Take your customers behind-the-scenes. Your business is run by real people with real experiences. Humanise your storytelling. Social media is a wonderful vehicle for this. Think parties, staff achievements and celebrations – and broadcast these moments on the appropriate platform.

2. Taylor is media

With over 271 million fans across multiple platforms, Swift is media. (Counted at the time of writing: Twitter 82+ million, Facebook 74+ million, YouTube 20+ million and Instagram 95+ million.)

Taylor Swift commands audience numbers that would make Rupert Murdoch sing. 

How to apply in the business world?

No longer relying on paid traditional media to broadcast their message, modern brands are becoming their own media. Brands of the future are activating this opportunity. Among the best brands in the world, Apple, Harley Davidson and Nike are media.

Swift has achieved the same.

As Gary Vaynerchuk will tell you, attention is the asset. If you want your business to be seen and heard, go where the attention is. Pay attention to where the attention flows. For example, more than 40 percent of the United States population from ages 18 to 34 use the Snapchat app, and more than half of all new users in the country are older than 25, according to the company.

Follow the attention. And tell your story.

Welcome to Swiftland - marketing powerhouse

Welcome to Swiftland - marketing powerhouse

3. Taylor engages and gives

The pop star knows her customers. She loves them. And her customers return with adoration.

Before the 1989 album, Swift personally invited 89 fans to her home for a pre-listen party.

During Christmas 2014, the Swift team delivered personalised gifts to fans. Coined Swiftmas, the fans recorded the present experience on YouTube. 

Writing for Enrepeneur, Kelly Lovell describes this unique relationship, "they join an inner circle of like-minded peers who share in a unique experience they can always look back on."

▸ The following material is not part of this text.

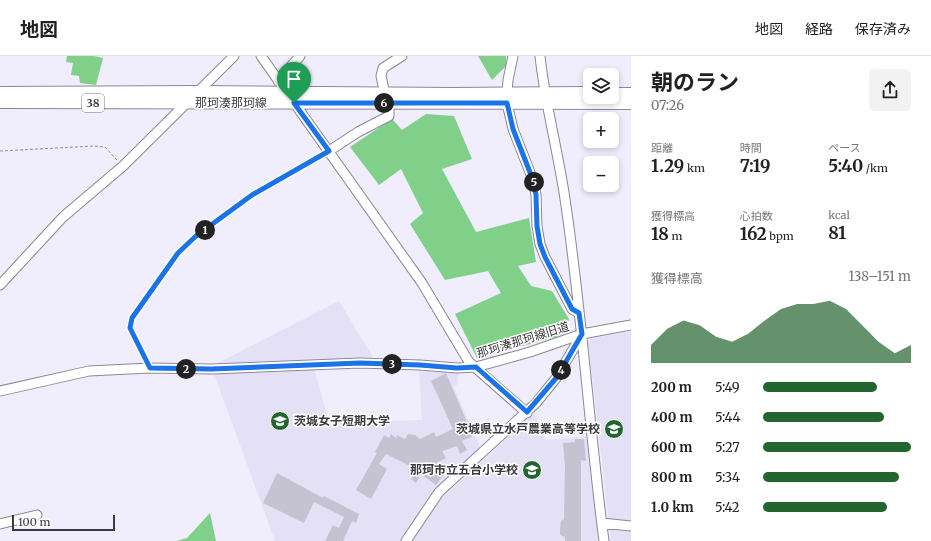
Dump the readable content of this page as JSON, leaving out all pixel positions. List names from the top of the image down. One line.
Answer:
{"streets":{"main road":["38","那珂湊那珂線"],"street":["那珂湊那珂線旧道"]},"crossings":[["那珂湊那珂線","那珂湊那珂線旧道"]],"places":{"school or university":["茨城女子短期大学","茨城県立水戸農業高等学校","那珂市立五台小学校"]},"scale_bar":"100 m","page":{"header":"地図","nav":["地図","経路","保存済み"],"heading":["朝のラン","07:26"],"map_buttons":["+","−"],"pins":["6","5","1","3","2","4"],"stats":[["距離","1.29 km"],["時間","7:19"],["ペース","5:40 /km"],["獲得標高","18 m"],["心拍数","162 bpm"],["kcal","81"]],"chart":["獲得標高","138–151 m"],"list":[{"name":"200 m","note":"5:49"},{"name":"400 m","note":"5:44"},{"name":"600 m","note":"5:27"},{"name":"800 m","note":"5:34"},{"name":"1.0 km","note":"5:42"}],"scale":"100 m"}}
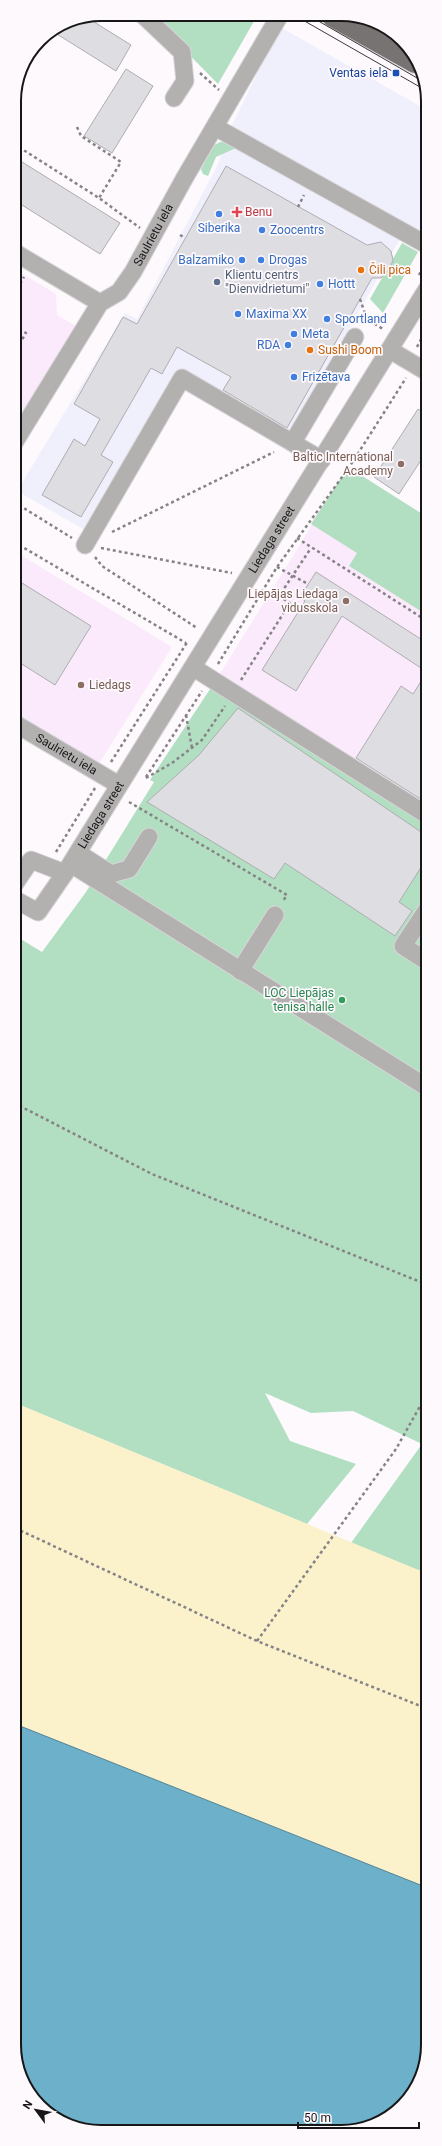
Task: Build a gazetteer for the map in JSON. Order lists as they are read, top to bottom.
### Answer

So what happens when a fan is rewarded for loyalty? They double down in their affection. It’s a masterclass in retention marketing.

How to apply in the business world?

There are two lessons here.

The first is the surprise of paying it forward, by giving back to (loyal) customers. Not just with a impersonal loyalty scheme and stickers on a card. Make it individual, memorable, exclusive and personal. Dazzle your customers with the Swift-like inner circle treatment.

The second is that each Swift experience has been recorded and broadcast through social media. This mobilises the message, portrays the goodness of the experience and reinforces the Swift brand. Business can do the same.

4. Taylor uses fear

FOMO, the fear of missing out is a timeless marketing principle described well by Robert Cialdini’s principles of persuasion.

In the Swift world, the fear tactic was played well with the release of the 1989 album, with limited release photos and fan messages. The result was one of the fastest selling records of the last decade. 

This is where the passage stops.